▶ [What the exercise asks]: Find every line below with the string "frame" and pick it out.

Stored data
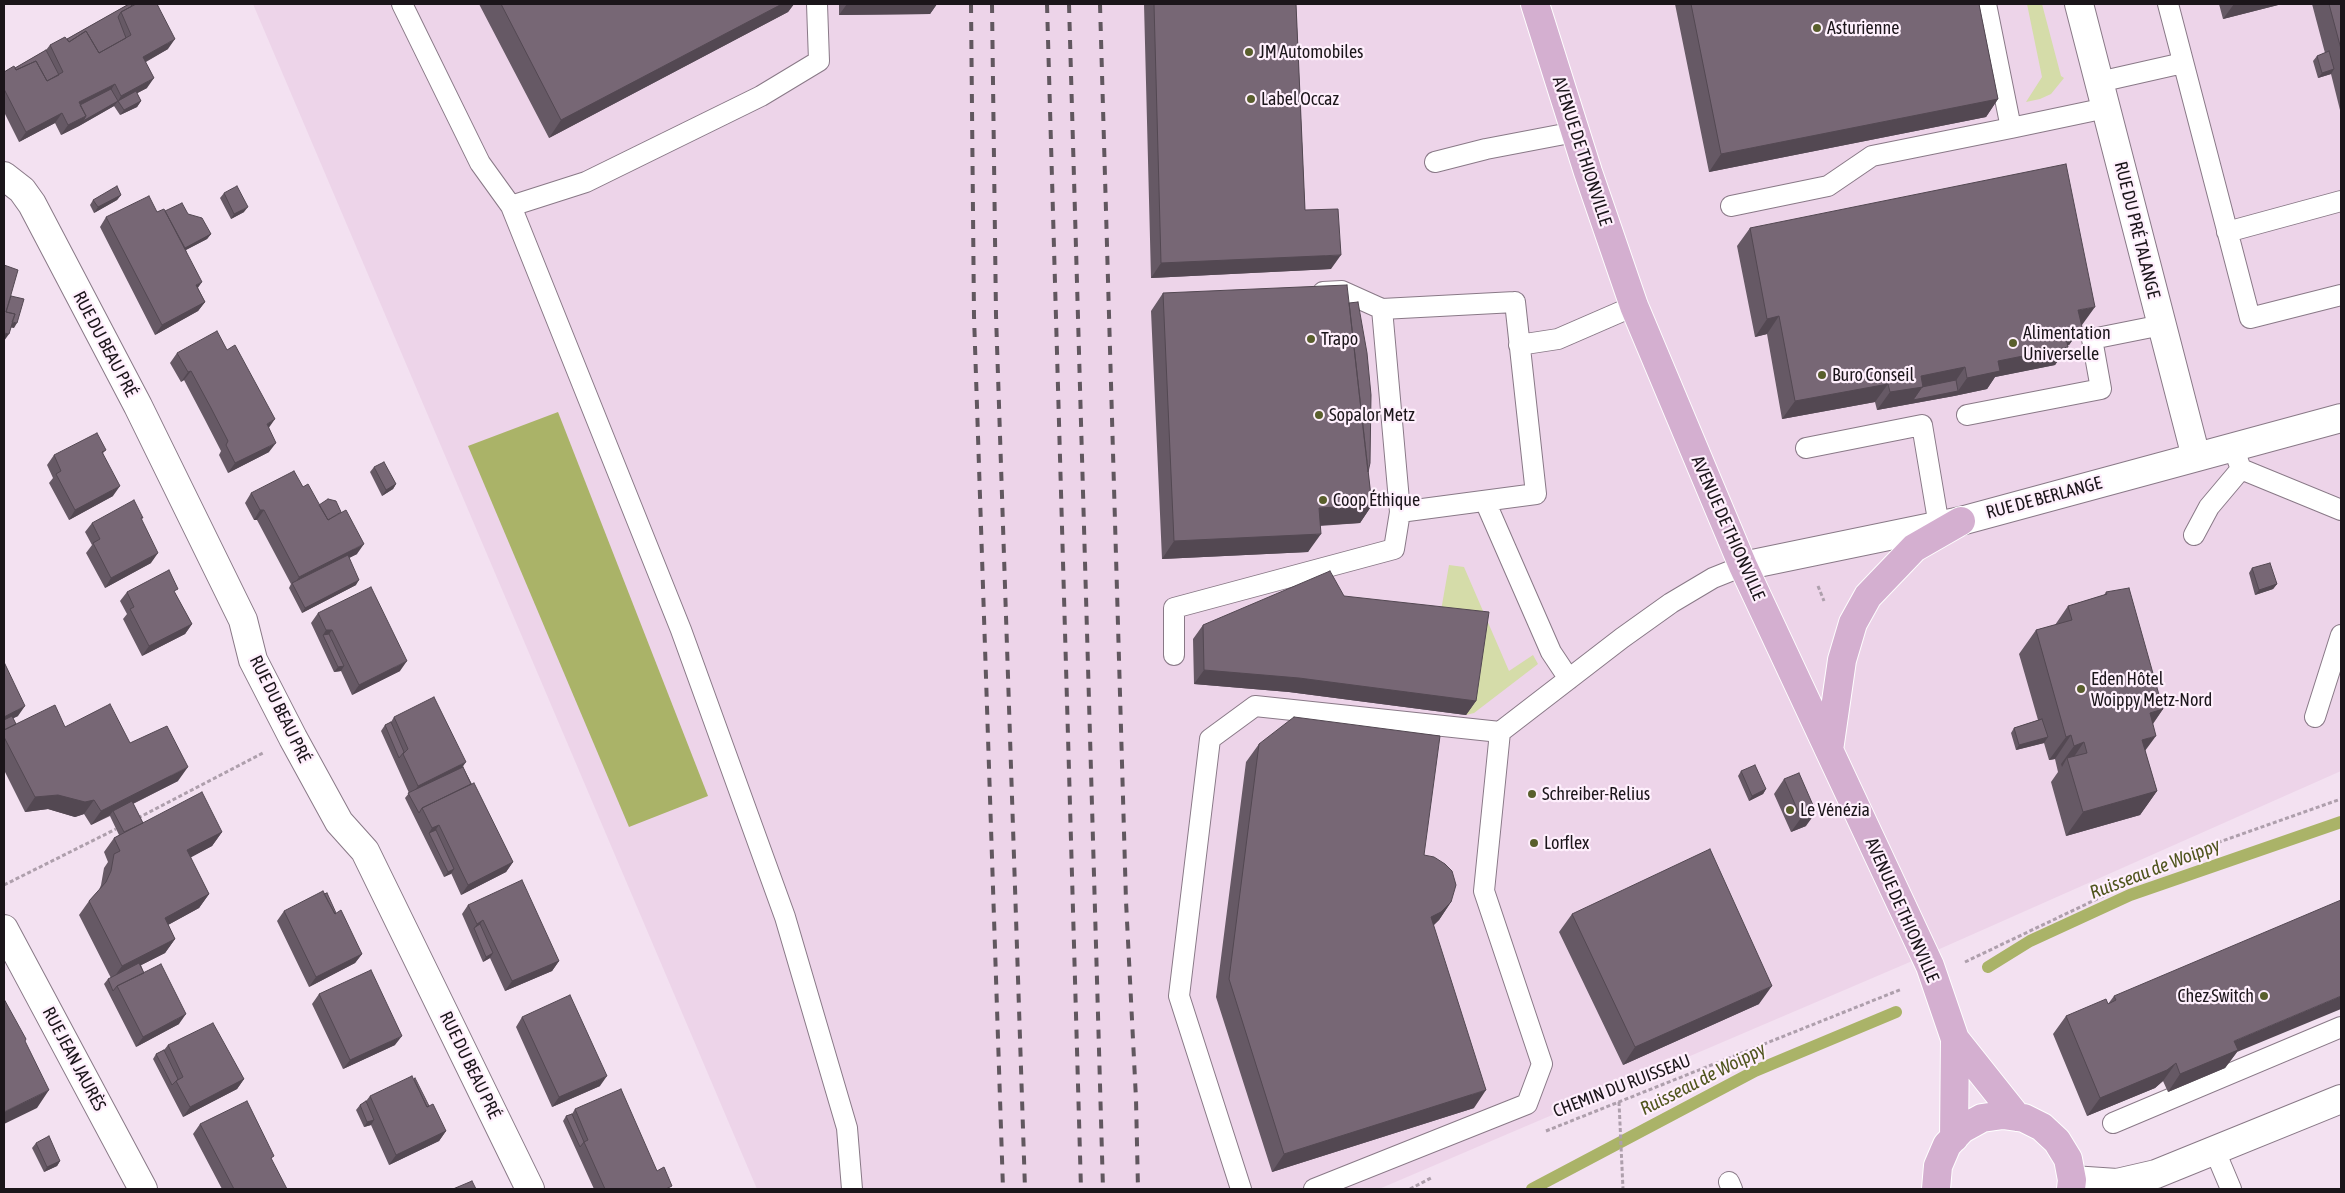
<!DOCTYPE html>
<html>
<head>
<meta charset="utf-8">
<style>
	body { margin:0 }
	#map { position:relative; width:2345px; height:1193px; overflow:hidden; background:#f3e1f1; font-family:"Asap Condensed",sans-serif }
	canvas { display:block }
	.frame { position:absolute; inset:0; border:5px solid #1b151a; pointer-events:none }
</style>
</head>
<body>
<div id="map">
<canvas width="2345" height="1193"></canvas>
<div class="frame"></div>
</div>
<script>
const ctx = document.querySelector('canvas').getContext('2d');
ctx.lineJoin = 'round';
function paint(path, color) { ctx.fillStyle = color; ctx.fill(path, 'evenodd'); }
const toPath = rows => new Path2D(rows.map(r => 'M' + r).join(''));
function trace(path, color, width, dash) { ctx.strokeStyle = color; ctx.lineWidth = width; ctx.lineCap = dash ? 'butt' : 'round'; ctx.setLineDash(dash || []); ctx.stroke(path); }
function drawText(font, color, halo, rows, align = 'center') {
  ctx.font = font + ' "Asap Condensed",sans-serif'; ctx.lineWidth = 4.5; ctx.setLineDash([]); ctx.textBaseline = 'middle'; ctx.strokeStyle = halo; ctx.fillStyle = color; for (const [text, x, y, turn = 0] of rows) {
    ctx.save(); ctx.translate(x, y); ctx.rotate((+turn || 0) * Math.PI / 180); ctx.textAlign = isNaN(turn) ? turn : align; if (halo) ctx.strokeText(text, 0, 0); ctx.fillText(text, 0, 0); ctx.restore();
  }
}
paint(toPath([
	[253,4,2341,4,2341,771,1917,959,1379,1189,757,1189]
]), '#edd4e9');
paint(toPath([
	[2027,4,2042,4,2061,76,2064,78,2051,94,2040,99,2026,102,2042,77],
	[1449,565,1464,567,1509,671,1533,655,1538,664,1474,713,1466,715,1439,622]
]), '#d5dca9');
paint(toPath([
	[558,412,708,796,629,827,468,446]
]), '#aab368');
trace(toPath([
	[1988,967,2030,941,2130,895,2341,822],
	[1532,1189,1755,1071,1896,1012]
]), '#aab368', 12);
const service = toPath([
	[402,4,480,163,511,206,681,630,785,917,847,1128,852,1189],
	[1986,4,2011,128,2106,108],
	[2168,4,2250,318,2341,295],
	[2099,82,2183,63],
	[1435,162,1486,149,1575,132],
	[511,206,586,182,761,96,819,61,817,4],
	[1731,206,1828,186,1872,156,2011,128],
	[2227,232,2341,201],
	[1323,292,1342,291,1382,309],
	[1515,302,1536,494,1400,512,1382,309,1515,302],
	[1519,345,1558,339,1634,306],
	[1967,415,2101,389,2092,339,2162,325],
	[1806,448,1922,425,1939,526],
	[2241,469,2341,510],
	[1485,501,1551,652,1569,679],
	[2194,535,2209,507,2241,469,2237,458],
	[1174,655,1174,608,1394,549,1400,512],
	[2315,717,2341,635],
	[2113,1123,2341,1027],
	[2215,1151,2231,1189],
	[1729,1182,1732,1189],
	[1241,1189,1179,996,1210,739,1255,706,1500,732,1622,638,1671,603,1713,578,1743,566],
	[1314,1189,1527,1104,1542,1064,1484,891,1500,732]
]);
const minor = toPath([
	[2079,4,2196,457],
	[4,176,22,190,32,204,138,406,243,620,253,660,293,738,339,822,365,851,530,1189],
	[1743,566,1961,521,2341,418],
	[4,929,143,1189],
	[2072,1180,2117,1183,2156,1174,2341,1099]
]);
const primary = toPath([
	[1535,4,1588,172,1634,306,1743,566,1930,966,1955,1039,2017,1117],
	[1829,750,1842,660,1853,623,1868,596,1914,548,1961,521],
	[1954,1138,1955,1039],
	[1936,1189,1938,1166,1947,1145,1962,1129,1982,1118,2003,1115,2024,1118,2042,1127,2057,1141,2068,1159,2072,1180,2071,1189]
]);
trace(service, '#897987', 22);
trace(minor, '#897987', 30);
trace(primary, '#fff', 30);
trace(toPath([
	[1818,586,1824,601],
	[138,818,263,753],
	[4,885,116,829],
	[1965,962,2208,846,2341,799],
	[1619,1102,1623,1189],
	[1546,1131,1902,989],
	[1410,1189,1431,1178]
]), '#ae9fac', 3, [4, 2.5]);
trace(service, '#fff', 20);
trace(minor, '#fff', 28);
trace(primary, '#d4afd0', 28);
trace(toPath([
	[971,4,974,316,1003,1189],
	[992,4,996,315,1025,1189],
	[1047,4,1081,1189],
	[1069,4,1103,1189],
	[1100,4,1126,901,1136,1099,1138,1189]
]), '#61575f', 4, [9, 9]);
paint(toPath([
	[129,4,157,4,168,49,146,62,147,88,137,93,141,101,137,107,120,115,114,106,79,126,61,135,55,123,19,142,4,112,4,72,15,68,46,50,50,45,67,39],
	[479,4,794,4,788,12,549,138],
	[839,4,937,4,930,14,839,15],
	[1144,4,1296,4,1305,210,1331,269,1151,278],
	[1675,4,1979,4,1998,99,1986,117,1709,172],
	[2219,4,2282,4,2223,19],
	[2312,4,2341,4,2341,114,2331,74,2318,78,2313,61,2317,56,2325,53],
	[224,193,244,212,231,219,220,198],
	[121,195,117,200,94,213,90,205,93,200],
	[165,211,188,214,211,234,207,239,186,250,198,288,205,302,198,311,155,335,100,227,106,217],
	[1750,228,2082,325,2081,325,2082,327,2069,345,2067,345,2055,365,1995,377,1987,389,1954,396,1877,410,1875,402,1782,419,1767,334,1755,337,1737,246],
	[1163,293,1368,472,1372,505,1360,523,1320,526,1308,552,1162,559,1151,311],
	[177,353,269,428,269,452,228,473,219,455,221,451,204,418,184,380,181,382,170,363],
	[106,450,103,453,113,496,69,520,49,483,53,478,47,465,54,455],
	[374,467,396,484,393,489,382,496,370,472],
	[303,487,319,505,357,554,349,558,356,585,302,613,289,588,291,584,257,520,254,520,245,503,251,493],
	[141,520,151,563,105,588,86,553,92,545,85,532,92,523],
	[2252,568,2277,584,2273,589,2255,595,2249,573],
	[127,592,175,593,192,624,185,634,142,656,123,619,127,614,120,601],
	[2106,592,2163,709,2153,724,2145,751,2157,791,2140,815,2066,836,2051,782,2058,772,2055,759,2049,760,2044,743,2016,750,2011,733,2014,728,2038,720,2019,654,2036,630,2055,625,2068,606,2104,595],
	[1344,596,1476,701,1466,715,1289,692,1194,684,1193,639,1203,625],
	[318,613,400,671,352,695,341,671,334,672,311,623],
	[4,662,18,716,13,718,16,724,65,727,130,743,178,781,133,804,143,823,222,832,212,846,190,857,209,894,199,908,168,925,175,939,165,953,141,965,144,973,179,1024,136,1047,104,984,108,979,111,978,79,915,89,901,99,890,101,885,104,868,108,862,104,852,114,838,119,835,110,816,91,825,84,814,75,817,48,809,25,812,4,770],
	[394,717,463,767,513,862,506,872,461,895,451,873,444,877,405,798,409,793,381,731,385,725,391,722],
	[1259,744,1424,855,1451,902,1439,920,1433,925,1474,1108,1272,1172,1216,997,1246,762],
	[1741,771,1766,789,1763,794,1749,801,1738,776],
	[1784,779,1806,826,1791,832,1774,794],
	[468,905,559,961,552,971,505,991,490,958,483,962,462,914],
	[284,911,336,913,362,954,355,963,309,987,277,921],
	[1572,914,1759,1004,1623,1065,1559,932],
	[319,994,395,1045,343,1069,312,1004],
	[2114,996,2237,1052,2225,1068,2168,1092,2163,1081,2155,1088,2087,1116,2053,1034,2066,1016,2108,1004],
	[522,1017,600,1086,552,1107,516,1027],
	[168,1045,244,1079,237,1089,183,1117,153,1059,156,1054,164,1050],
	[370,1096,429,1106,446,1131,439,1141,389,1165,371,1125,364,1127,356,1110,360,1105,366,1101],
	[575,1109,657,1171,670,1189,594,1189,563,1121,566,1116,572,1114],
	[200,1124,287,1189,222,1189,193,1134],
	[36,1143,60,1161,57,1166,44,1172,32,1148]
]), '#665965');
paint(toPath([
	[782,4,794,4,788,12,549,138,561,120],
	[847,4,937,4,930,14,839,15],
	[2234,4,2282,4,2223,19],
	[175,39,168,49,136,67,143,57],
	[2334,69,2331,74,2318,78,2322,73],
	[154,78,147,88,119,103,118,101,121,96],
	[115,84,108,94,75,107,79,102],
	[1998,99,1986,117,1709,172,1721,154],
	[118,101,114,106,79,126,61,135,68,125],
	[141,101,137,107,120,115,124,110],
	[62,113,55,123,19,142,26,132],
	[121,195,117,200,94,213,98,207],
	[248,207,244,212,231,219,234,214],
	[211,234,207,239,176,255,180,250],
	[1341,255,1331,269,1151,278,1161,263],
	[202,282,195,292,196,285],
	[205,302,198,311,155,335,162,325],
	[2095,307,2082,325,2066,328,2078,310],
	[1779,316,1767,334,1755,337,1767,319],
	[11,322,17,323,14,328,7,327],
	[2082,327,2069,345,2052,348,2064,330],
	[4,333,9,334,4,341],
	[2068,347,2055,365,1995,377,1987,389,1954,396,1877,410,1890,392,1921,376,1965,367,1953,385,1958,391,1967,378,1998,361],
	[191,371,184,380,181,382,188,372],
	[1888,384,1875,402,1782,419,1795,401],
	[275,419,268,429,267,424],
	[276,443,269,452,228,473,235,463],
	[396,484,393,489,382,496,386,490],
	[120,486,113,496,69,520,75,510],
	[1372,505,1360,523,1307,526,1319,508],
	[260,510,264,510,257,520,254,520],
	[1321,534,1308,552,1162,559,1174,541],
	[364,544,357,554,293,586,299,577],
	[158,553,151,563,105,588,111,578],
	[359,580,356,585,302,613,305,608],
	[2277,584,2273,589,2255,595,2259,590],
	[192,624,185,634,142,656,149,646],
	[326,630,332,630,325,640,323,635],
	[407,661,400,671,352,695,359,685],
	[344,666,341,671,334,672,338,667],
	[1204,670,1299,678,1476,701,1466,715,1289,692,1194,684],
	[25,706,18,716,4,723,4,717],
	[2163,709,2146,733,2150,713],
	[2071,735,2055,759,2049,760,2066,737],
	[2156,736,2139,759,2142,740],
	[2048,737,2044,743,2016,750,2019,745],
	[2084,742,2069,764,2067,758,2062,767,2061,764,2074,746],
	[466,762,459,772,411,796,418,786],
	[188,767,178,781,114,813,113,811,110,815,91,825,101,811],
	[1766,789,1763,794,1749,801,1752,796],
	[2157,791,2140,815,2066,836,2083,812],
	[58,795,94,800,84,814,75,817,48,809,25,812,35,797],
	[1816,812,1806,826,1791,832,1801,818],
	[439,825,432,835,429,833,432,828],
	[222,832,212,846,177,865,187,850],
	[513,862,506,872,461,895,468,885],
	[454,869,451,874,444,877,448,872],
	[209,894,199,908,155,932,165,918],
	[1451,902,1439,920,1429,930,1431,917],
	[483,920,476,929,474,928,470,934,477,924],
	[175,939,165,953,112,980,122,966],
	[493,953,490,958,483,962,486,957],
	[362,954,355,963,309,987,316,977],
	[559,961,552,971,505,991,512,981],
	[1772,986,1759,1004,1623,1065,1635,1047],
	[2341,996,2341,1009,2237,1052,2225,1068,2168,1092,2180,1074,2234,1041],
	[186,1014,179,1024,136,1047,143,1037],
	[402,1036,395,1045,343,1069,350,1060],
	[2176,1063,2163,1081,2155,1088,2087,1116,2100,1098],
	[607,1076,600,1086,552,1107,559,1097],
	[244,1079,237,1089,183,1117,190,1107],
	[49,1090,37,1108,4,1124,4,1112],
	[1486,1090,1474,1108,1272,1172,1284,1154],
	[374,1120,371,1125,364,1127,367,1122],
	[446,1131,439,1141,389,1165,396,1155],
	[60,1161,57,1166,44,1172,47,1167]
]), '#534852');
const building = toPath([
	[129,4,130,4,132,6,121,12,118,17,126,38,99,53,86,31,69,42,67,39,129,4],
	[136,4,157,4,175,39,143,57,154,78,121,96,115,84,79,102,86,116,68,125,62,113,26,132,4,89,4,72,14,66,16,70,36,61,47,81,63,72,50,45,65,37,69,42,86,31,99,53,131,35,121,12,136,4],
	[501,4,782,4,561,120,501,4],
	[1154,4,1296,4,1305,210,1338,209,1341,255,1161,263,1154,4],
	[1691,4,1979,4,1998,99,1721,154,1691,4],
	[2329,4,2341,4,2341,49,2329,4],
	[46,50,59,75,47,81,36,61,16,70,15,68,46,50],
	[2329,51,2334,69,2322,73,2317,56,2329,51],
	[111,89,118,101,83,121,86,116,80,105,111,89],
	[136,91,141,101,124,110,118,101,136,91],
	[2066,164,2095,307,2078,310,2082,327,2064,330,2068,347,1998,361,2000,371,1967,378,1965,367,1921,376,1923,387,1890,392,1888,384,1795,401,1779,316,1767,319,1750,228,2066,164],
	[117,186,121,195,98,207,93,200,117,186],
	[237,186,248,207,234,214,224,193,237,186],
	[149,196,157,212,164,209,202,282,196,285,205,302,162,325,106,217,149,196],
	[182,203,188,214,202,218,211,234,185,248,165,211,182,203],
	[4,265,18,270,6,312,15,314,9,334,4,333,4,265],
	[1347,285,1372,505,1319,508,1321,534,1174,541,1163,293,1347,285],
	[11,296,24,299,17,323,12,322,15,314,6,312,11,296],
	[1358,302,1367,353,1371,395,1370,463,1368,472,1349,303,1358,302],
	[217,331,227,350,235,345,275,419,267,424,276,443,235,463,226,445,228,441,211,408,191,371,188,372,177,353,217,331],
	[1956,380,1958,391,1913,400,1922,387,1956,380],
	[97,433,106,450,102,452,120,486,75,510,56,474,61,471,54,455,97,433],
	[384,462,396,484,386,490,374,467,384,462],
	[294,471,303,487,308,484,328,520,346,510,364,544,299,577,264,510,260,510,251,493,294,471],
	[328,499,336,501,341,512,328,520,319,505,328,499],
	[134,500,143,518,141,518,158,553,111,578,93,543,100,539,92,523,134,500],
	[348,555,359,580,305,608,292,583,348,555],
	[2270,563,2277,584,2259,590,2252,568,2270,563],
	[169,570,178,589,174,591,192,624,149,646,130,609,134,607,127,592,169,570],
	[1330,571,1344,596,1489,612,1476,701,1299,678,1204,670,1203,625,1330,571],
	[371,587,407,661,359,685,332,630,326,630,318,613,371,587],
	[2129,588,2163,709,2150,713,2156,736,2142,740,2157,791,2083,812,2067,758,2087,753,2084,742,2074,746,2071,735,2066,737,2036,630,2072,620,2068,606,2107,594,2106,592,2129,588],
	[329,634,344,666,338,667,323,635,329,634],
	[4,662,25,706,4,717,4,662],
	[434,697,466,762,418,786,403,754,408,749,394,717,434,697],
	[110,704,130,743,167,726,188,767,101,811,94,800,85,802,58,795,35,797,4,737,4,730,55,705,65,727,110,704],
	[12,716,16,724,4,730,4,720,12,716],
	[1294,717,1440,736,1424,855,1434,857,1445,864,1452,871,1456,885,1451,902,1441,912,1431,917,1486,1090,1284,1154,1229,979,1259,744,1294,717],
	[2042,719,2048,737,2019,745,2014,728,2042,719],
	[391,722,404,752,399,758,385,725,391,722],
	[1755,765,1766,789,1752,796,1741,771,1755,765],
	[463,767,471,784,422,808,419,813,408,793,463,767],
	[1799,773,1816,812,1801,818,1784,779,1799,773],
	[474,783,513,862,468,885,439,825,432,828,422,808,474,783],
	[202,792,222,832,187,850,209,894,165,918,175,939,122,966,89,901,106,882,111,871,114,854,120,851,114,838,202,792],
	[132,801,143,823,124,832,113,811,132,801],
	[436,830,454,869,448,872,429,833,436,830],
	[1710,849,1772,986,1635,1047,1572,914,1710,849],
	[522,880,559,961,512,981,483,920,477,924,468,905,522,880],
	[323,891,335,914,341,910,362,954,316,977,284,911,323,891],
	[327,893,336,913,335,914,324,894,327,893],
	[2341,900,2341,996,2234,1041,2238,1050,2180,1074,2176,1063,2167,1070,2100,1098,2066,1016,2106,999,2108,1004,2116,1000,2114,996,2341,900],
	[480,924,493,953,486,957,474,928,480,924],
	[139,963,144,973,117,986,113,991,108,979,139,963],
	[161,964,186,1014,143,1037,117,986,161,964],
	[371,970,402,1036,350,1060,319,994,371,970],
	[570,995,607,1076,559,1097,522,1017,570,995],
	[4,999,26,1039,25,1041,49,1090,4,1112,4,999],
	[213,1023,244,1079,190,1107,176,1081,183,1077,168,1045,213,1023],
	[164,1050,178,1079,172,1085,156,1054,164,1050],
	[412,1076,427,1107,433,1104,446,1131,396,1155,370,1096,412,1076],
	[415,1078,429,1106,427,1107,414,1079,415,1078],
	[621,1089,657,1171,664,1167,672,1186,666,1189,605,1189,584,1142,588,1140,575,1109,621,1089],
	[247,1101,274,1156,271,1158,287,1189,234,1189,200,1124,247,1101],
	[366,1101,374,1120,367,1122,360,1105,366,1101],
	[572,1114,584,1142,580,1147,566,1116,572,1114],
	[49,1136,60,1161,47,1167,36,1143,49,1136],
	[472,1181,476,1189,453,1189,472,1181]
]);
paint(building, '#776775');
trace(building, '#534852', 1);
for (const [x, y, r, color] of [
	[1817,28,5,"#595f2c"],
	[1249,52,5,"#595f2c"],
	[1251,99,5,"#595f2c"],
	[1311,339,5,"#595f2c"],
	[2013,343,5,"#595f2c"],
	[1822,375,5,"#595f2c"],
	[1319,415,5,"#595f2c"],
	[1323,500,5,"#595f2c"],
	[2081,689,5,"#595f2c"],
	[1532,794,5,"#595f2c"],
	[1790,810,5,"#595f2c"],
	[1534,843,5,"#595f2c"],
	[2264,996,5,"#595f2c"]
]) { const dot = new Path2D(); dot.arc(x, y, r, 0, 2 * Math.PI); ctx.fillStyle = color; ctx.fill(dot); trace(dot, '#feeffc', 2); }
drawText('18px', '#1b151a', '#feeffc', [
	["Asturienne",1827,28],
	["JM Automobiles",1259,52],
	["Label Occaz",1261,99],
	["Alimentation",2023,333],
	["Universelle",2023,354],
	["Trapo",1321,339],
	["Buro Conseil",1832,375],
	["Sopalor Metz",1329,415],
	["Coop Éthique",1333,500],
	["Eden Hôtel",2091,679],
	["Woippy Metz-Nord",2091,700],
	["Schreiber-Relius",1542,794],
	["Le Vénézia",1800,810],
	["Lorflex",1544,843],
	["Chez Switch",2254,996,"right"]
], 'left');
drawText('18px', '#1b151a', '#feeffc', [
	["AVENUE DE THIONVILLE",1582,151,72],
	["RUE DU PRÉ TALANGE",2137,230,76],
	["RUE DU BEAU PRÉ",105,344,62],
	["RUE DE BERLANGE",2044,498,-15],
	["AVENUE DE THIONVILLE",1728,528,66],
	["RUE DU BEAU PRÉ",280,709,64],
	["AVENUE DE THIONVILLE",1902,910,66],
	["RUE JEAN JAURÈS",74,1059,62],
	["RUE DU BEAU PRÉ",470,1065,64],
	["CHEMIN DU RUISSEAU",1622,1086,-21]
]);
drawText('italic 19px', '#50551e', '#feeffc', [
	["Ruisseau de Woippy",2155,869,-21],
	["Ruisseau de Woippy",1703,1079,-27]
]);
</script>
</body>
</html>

▶ [Response to this task]:
	.frame { position:absolute; inset:0; border:5px solid #1b151a; pointer-events:none }
<div class="frame"></div>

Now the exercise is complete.